Every hour of every day people around the world are living with and working to resolve food safety issues. Here is a sampling of current headlines for your consumption, brought to you today with the support of iwaspoisoned.com.

FDA launches new site for key FSMA dates
The Food Safety Modernization Act (FSMA), described as the most sweeping reform of our food safety laws in more than 70 years, is designed to shift the country toward a preventative approach to food safety and includes new rules for the seed-to-store chain.

The rules, which range from pathogen testing for water used in fresh sprout growing operations to requirements about retailers’ recordkeeping as it relates to food safety. With staggered implementation an compliance dates, many in the food chain have asked the Food and Drug Administration to provide a one-stop shop for information.

A new FDA web page lists compliance dates for FSMA rules. A graphic timeline on the page lists key compliance dates by year. Additionally, the web pages for the two preventive controls rules — which had the first major compliance dates — have been updated.


This NASA image of Hurricane Irma on Sept. 6 shows the massive Category 5 storm as it dwarfs Puerto Rica, outlined left of center. Two weeks later Hurricane Maria slammed the island.

Puerto Rico’s pathogen problems piling up
Hurricane Maria’s victims in Puerto Rico are not only continuing to struggle with power outages that increase the chances of foodborne illnesses because of a lack of refrigeration, they are in the midst of disease outbreaks because they don’t have clean water for cooking and dishwashing.

Among the illnesses related to contaminated floodwater are at least 74 cases of leptospirosis, with four deaths possibly caused by infections from Leptospira bacteria. The bacteria is found in water of foods that have been contaminated with animal urine. Virtually any food that has come into contact with the floodwater on the island is unsafe. Some canned foods were not compromised.

Some of the victims developed the infections after drinking and cooking with local stream water, which was contaminated when floodwaters covered the island. More than a third of the island is still without running water.

The symptoms of leptospirosis are wide and varied, according to the Centers for Disease Control and Prevention, and can include high fever, jaundice, red eyes and body pain.
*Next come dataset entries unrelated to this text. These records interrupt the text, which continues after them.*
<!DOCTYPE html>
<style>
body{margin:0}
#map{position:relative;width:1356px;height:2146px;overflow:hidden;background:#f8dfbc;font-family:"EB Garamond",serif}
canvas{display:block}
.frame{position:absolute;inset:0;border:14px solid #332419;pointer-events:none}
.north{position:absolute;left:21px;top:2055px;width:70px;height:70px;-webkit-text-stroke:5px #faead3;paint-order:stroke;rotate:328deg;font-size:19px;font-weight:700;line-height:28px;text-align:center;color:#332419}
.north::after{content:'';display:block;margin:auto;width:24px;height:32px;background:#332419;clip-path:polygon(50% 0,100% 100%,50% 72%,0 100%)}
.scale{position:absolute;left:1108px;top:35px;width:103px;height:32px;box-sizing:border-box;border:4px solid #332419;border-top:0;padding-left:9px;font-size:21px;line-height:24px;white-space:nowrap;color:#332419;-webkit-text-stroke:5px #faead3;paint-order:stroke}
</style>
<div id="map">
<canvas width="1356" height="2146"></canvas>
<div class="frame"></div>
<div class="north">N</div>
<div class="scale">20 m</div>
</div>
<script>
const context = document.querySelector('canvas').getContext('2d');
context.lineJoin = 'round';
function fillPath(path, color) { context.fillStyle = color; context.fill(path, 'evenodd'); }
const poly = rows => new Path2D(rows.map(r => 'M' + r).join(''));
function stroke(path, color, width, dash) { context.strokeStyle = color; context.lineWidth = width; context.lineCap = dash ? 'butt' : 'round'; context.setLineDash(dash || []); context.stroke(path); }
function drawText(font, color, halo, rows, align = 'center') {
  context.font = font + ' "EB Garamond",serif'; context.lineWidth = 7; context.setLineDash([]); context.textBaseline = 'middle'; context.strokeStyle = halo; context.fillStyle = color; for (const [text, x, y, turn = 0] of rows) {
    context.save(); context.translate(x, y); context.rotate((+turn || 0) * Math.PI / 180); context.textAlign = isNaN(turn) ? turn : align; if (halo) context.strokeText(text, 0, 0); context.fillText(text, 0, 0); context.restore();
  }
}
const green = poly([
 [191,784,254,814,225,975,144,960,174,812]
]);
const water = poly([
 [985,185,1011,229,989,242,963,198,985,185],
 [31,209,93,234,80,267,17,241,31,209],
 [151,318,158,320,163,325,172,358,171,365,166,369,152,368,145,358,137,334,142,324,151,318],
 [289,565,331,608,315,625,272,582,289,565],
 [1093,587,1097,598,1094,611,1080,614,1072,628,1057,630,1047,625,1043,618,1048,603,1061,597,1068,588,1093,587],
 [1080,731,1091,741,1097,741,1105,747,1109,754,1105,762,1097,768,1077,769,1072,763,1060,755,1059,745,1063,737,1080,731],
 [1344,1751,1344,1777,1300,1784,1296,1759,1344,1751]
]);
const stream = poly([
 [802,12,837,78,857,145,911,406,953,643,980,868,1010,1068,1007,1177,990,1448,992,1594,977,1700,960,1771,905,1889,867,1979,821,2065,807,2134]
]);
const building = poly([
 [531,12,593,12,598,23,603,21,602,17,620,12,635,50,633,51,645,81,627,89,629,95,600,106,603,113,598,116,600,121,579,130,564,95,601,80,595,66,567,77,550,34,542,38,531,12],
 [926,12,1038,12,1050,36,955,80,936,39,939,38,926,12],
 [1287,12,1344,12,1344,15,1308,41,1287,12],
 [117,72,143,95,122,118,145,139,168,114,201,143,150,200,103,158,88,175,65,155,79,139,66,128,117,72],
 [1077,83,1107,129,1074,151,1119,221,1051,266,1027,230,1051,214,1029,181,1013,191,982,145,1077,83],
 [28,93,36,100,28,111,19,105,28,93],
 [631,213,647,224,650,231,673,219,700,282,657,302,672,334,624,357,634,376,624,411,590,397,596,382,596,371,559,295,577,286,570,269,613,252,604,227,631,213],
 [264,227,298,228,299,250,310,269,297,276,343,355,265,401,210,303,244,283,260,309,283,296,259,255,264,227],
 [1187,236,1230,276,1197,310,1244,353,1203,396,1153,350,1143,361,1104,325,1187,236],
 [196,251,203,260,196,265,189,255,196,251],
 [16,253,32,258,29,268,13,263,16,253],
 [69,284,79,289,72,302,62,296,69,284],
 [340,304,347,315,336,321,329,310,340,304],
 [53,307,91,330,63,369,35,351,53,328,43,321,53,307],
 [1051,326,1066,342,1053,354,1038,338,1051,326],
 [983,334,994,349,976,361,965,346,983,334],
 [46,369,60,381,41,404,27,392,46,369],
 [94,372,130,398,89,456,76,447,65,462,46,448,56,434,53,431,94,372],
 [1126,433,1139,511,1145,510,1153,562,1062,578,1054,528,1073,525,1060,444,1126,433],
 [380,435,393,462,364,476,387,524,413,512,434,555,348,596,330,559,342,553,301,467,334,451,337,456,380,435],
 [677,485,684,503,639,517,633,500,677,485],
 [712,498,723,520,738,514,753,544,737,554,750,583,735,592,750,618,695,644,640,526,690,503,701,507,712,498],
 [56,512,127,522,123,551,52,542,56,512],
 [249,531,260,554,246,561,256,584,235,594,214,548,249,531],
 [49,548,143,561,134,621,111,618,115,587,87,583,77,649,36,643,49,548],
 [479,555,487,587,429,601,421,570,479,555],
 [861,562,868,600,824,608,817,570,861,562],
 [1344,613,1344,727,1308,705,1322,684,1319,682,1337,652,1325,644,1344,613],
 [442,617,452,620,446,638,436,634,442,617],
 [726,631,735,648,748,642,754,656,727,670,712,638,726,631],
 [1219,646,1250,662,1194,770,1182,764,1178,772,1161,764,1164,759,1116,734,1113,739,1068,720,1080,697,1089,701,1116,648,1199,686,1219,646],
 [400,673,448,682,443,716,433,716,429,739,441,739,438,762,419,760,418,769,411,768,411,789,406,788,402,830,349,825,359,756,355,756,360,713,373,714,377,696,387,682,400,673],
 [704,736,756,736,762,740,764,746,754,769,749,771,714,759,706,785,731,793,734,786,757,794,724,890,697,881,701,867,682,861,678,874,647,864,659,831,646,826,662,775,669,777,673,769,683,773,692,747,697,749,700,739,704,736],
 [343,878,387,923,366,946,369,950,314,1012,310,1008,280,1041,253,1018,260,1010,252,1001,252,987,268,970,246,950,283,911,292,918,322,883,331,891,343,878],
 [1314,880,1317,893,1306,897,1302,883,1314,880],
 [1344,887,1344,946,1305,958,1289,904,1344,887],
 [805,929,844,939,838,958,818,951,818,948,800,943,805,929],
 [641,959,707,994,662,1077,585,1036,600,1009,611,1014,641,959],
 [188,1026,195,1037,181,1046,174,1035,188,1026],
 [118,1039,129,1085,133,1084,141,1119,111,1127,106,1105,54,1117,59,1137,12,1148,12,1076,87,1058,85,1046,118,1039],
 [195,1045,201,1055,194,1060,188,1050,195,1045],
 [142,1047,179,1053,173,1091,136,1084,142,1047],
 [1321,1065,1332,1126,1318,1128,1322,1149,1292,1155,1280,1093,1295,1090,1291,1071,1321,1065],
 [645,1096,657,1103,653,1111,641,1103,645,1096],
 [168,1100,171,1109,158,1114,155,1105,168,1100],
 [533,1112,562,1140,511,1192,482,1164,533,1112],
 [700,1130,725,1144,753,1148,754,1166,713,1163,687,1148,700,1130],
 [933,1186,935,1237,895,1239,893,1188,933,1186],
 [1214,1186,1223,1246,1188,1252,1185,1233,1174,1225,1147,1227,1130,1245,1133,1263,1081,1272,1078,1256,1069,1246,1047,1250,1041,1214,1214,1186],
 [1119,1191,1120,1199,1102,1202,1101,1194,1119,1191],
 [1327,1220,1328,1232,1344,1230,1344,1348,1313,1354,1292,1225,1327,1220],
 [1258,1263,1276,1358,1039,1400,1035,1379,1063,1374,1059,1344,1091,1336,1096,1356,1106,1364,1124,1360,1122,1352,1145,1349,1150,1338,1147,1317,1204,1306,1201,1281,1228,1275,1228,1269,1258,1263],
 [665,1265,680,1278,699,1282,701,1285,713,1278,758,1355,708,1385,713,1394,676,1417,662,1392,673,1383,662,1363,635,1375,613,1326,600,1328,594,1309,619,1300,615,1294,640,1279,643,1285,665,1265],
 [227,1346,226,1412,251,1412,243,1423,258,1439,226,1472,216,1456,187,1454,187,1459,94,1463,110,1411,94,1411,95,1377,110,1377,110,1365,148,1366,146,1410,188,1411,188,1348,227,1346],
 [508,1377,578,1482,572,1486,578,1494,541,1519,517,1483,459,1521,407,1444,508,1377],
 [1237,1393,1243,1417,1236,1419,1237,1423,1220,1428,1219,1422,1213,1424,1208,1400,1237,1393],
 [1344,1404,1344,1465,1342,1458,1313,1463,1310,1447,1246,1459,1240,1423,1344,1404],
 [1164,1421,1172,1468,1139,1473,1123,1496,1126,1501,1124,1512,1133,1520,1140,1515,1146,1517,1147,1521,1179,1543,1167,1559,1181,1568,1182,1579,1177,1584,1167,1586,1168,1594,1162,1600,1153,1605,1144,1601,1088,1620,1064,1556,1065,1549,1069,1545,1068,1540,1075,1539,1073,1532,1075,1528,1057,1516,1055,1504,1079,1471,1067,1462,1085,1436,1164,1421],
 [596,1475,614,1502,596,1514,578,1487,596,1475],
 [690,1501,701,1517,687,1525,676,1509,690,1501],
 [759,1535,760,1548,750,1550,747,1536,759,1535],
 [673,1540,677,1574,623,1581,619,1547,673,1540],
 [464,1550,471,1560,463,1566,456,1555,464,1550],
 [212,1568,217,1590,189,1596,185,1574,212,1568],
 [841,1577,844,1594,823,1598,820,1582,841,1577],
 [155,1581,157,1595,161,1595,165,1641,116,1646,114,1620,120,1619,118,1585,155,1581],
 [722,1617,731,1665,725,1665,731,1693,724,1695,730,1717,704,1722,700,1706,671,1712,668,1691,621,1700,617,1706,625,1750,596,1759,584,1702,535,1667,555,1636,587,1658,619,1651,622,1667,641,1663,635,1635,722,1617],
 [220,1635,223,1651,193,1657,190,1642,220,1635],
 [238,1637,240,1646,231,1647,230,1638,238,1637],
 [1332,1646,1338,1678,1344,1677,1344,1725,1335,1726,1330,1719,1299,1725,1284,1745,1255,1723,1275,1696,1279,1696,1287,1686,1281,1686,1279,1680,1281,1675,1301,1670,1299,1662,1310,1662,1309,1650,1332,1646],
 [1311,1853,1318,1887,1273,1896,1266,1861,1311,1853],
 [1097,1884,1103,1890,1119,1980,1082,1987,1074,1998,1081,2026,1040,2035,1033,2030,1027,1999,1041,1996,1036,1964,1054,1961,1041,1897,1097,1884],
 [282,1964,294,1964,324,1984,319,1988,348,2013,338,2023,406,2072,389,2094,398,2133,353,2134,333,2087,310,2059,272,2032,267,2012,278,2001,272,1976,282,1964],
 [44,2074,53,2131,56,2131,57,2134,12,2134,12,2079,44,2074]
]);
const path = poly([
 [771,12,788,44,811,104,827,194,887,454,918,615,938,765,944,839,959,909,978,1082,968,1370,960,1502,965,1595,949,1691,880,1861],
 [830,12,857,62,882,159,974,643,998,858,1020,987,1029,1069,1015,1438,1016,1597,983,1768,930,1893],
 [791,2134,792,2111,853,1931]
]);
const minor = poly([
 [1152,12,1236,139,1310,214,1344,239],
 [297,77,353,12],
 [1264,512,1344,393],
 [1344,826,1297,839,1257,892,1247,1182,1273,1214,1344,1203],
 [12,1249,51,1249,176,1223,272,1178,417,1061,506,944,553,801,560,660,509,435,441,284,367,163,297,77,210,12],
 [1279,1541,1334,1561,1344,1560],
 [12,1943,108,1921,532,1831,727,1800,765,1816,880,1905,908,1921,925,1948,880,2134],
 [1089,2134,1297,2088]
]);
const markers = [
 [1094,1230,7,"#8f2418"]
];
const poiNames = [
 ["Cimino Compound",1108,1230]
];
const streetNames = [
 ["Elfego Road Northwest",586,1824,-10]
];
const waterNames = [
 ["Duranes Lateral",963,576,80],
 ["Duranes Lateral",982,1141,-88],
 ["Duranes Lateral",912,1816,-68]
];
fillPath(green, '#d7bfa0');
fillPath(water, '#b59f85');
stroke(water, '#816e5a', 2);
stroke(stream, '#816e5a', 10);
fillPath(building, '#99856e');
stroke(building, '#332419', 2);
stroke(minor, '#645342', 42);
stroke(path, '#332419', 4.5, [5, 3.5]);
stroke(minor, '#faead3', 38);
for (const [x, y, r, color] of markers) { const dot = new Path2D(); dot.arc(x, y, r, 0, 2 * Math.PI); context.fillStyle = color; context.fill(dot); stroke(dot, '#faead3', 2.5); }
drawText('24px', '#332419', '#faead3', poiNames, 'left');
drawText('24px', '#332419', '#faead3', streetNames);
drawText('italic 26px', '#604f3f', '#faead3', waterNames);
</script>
In extreme cases, some people can develop severe infection with bleeding or hemorrhage, kidney failure, meningitis and hepatitis.


U.K. sampling results show poultry progress
The Food Standards Agency (FSA) has published results from its annual survey of campylobacter contamination in fresh, UK-produced supermarket chickens.
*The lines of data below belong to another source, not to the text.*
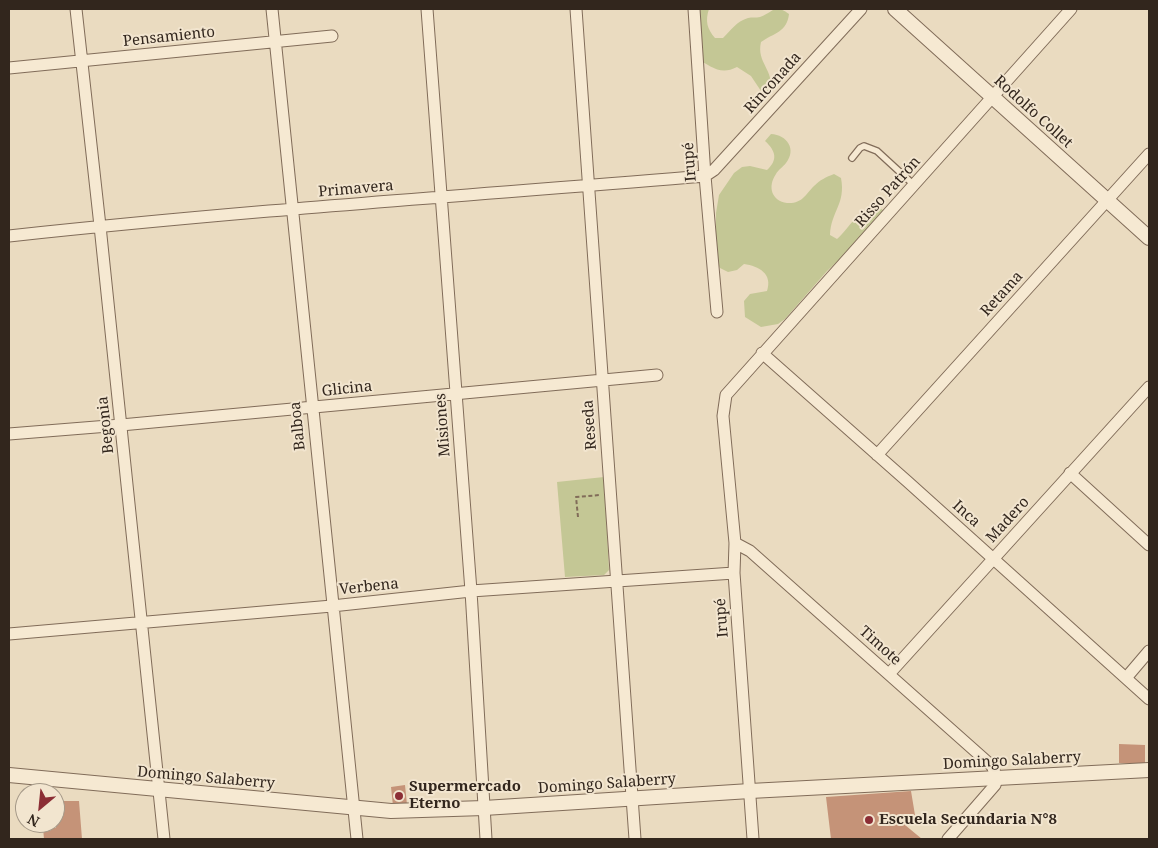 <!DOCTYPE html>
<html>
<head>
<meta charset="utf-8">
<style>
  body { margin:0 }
  #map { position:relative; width:1158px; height:848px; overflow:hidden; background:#eadbc0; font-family:"Noto Serif",serif }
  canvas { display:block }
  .frame { position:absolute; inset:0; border:10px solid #32261d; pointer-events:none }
  .north { position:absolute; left:15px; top:783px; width:50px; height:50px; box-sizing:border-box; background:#f2e5cf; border:1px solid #a59988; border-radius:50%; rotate:208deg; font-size:14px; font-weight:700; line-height:20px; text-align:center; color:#32261d }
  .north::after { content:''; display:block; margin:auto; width:18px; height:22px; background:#8c2e35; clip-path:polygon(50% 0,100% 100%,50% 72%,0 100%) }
</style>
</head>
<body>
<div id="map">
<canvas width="1158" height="848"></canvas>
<div class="frame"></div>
<div class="north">N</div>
</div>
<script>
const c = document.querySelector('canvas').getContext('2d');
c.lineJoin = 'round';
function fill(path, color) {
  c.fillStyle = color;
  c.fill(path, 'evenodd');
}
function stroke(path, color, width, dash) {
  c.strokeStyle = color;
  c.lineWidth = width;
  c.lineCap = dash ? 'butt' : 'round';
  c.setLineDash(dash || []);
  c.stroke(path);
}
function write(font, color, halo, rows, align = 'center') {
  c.font = font + ' "Noto Serif",serif';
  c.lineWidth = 4;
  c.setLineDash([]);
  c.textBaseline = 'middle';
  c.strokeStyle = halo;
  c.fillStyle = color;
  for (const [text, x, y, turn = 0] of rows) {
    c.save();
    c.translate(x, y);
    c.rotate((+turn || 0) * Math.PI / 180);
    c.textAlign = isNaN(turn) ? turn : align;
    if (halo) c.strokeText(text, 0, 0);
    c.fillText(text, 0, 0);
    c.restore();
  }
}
fill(new Path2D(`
  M695 9H709C705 21 707 29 715 38H723C731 30 737 21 748 18 752 17 756 18 760 17 774 12 774 3 789 14 787 32 774 33 761 42 756 63 775 70 770 91H761L751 76 737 67C720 76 711 66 696 58Z
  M771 134C787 135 797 149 786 163 783 167 778 170 776 174 767 187 772 201 787 203 802 204 805 195 814 186 820 180 826 177 834 174L841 178C846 204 831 211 830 235L837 239C851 227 856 210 876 206L883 210V219L827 271 785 319 778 324 761 327 745 317 744 301 750 294 767 291C773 274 759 266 744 264L737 270 728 272 720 268 716 261V213L719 195 734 173 742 167 750 166 767 170C778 160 776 151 765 141Z
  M604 477 609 570 604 575 565 577 557 482Z`), '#c4c795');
fill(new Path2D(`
  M1119 744 1145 745V764L1119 763Z
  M405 785 407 805 393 806 391 787Z
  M911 791 915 815 905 825 922 839H831L826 797Z
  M55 801H79L82 839H44L43 828H56Z`), '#c59378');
const service = new Path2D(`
  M852 158 860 148 864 146 877 151 914 185`);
const minor = new Path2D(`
  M76 9 100 226 164 839
  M272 9 357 839
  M427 9 471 591 486 839
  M576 9 635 839
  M694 9 705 176 717 312
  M9 68 332 36
  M9 236C240 211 473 195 705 176L714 170 861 9
  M762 353 908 482 1149 699
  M9 434 121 425 657 375
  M877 455 1149 154
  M1070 473 1149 545
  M735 543 750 551 992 766 997 778 995 785 948 839
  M9 634 332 606 471 591 734 573
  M889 674 1149 387
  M1126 678 1149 651
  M753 839 734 573 735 543 723 416 726 395 1071 9`);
const tertiary = new Path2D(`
  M895 9 1149 238
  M9 775 391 811 484 808 750 791 1149 770`);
stroke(service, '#816c59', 8);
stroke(minor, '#816c59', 13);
stroke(tertiary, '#816c59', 16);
stroke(new Path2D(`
  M578 517 576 497 600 495`), '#816c59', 2, [4, 2.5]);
stroke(service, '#f6e9d2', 5.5);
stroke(minor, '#f6e9d2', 11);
stroke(tertiary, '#f6e9d2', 14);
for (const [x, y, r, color] of [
  [399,796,5,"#8c2e35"],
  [869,820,5,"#8c2e35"]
]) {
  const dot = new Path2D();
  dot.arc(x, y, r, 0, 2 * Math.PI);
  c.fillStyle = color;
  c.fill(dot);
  stroke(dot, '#f2e5cf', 2);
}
write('15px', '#32261d', '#f2e5cf', [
  ["Pensamiento",169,37,-6],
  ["Rinconada",773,83,-48],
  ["Rodolfo Collet",1033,112,42],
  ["Irupé",690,162,-94],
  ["Primavera",356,189,-5],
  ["Risso Patrón",888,192,-48],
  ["Retama",1002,294,-48],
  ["Glicina",347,389,-6],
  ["Begonia",106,425,-96],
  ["Misiones",443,425,-94],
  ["Reseda",590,425,-94],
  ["Balboa",298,426,-96],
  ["Inca",966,514,42],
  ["Madero",1008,520,-48],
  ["Verbena",369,587,-6],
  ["Irupé",722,618,-94],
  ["Timote",880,646,42],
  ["Domingo Salaberry",1012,761,-3],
  ["Domingo Salaberry",206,778,5],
  ["Domingo Salaberry",607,784,-4]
]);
write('bold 15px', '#32261d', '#f2e5cf', [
  ["Supermercado",409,787],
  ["Eterno",409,804],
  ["Escuela Secundaria N°8",879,820]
], 'left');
</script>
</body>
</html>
From August 2016 through July 2017, across the entire market, 6.5 per cent of chickens tested positive for the highest level of contamination, a decrease from 19.7 per cent in 2014-15 when the testing program began.

In the most recent period of the third annual survey — ranging from April to July 2017 — a total of 1,437 chickens were sampled.

The FSA reported 5.9 per cent had high levels of campylobacter of over 1,000 cfu/g, what was down from 20.1 per cent for the same period in 2014.


Brucellosis risk in Iraq and beyond in wake of ISIS
Nearly 1 million head of livestock are believed to be at risk for carrying diseases and bacteria, specifically Brucella, because they have not been vaccinated since the city of Mosul was seized in 2014 by ISIS terrorists.

Iraqis recently took back control of the large city, and together with the United Nations, launched a campaign to vaccinate the animals, many of which are intended to be used as human food or for milk production.

Public health officials with the United Nations’ Food and Agriculture Organization (FAO) recently reported the animals in Iraq pose a threat that reaches across the country and beyond its borders to other herds and people.